What to produce — Your answer should hold every line of the records below that contains the string "Serialize".

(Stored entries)

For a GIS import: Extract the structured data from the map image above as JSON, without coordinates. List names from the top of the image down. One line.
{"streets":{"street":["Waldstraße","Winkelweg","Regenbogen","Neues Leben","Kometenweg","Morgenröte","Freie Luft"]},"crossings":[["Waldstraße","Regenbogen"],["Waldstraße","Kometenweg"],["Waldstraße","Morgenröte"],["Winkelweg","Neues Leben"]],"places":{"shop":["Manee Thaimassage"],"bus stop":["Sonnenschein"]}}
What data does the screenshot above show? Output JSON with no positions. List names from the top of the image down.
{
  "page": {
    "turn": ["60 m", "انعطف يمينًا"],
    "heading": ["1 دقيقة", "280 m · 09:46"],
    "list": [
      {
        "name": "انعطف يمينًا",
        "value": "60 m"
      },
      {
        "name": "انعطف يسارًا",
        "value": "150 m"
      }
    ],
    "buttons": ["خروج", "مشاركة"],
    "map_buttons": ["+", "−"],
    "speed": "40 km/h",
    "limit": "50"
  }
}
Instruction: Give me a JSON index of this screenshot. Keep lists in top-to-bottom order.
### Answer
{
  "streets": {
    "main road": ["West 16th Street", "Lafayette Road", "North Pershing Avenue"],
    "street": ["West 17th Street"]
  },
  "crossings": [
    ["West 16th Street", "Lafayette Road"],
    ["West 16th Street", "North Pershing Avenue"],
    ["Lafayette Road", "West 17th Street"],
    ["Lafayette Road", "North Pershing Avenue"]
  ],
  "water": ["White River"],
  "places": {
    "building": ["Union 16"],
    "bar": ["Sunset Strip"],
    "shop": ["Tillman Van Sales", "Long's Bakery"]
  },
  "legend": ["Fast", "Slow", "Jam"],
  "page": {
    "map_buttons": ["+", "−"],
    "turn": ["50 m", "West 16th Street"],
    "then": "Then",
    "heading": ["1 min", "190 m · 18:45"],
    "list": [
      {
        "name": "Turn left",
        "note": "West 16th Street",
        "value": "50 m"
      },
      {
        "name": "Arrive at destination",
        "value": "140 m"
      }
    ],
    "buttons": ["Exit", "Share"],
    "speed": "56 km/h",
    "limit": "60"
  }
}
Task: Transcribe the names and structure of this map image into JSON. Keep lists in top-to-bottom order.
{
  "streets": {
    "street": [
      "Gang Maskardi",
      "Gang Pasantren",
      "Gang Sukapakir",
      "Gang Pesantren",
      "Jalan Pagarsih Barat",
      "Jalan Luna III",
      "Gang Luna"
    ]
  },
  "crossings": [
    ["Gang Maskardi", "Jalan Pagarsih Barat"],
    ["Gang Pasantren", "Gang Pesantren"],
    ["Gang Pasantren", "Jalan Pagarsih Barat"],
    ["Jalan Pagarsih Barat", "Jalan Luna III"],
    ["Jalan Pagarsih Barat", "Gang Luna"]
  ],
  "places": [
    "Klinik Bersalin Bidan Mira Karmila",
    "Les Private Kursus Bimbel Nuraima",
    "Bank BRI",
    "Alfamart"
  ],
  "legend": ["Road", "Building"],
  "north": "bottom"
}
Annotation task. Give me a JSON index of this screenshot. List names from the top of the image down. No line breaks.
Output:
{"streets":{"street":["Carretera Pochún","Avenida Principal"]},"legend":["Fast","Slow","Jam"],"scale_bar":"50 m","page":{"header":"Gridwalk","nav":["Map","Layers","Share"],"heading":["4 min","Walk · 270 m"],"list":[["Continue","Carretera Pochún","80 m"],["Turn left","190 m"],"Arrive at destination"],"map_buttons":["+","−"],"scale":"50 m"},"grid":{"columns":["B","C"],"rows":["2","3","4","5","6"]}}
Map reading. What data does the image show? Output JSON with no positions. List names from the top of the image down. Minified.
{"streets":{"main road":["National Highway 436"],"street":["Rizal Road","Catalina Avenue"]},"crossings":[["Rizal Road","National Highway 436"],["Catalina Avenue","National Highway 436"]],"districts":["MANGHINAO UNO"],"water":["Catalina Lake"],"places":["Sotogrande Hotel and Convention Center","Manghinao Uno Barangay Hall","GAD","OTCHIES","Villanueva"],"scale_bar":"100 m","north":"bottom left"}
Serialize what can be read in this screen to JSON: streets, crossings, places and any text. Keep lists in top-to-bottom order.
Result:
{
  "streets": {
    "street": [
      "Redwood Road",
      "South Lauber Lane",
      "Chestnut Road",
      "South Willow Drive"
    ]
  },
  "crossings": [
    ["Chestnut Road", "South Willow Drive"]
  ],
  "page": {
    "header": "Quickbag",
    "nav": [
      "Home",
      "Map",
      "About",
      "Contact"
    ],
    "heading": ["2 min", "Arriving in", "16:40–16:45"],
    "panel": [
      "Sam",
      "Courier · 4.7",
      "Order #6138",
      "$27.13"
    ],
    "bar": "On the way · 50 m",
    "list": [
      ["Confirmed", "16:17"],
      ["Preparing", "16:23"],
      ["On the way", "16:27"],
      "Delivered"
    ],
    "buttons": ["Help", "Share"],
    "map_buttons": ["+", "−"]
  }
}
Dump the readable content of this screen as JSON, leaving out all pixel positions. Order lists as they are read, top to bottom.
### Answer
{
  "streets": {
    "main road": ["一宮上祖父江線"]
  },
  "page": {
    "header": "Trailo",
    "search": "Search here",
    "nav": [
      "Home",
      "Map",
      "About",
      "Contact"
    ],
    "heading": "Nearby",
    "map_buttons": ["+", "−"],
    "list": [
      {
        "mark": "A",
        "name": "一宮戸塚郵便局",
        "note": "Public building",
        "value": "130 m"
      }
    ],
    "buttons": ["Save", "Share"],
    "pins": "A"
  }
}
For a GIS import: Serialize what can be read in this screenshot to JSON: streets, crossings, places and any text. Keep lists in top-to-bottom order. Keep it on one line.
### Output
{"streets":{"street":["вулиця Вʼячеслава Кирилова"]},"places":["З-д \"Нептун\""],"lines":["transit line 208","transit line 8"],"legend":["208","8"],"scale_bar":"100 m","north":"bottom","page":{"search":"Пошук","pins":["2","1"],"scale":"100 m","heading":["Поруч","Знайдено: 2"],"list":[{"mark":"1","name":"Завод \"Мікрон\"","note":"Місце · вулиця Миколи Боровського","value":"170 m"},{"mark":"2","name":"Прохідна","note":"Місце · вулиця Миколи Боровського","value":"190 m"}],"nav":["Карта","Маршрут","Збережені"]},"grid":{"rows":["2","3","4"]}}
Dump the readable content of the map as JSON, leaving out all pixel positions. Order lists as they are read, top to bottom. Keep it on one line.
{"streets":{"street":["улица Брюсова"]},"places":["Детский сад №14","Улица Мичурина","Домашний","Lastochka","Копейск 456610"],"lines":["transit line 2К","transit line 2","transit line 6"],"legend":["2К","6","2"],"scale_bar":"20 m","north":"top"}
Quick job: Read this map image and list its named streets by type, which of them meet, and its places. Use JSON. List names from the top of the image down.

Answer space —
Serialize what can be read in this screen to JSON: streets, crossings, places and any text. Keep lists in top-to-bottom order.
For a GIS import: Serialize what can be read in this screenshot to JSON: streets, crossings, places and any text. Keep lists in top-to-bottom order. Keep it on one line.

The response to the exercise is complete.